• DIRECTIONS
Could the data below be copied exactly, minus the pictures?

===== DATASET RECORDS

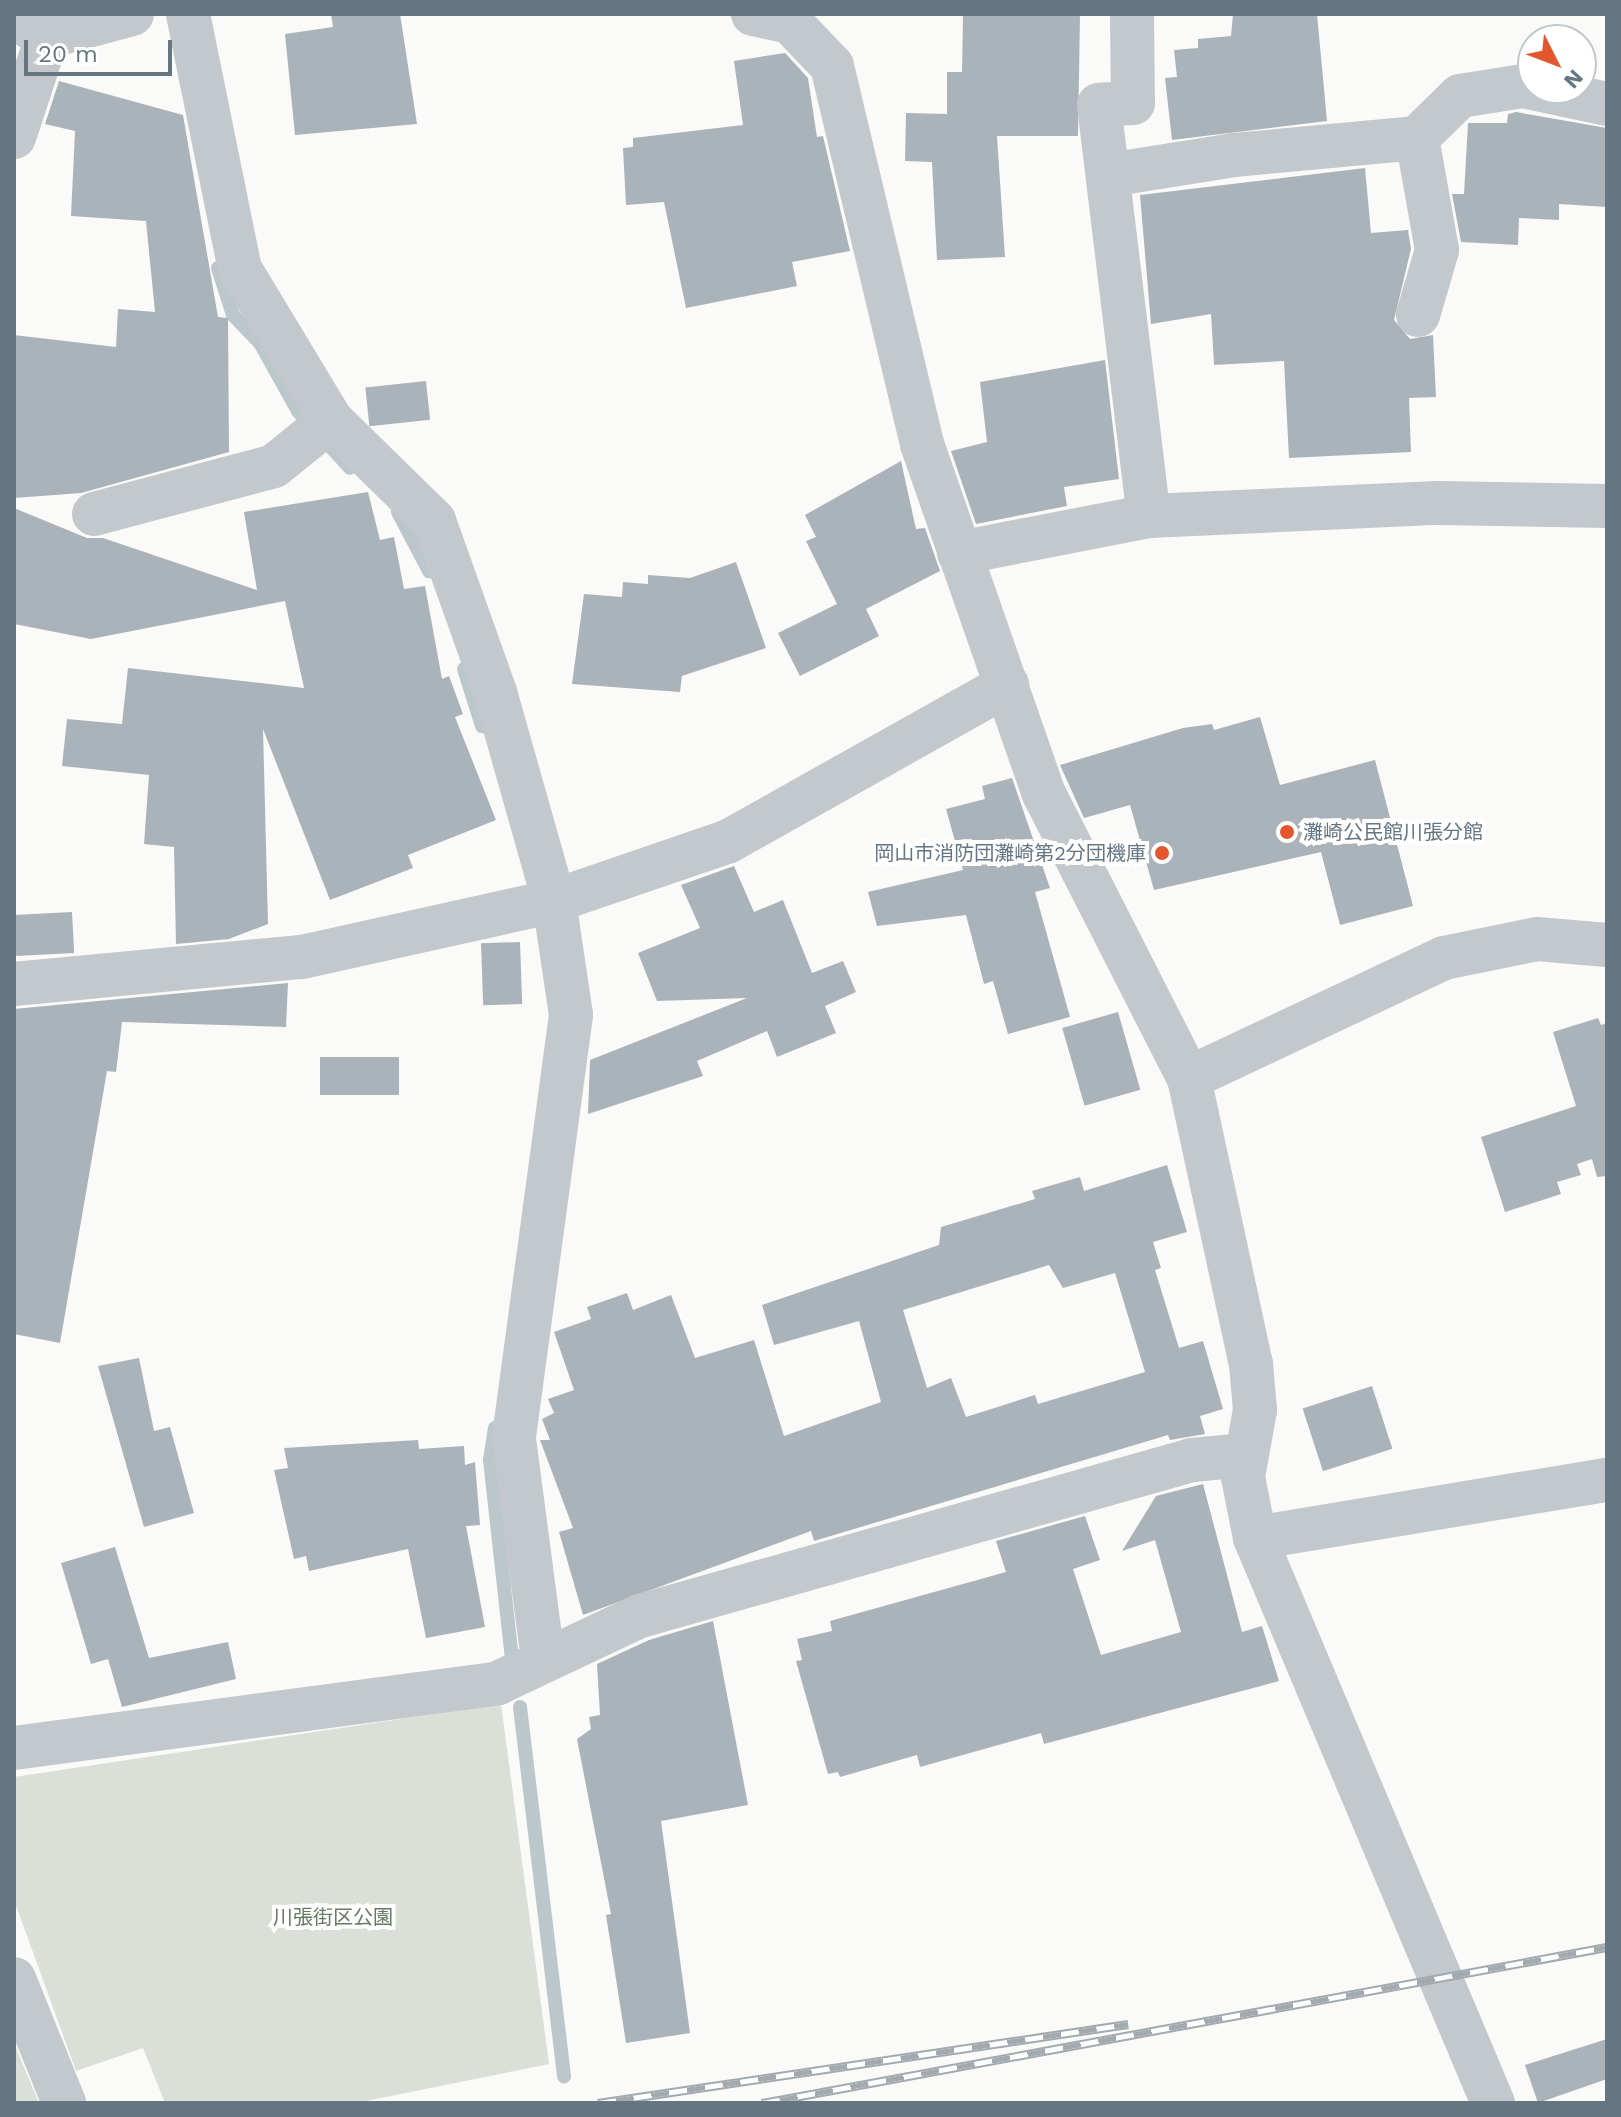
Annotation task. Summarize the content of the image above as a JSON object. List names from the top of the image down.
{
  "parks": ["川張街区公園"],
  "places": ["灘崎公民館川張分館", "岡山市消防団灘崎第2分団機庫"],
  "scale_bar": "20 m",
  "north": "bottom right"
}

==========

• WRITTEN ANSWER
Annotation task. Summarize the content of the image above as a JSON object. List names from the top of the image down.
{
  "parks": ["川張街区公園"],
  "places": ["灘崎公民館川張分館", "岡山市消防団灘崎第2分団機庫"],
  "scale_bar": "20 m",
  "north": "bottom right"
}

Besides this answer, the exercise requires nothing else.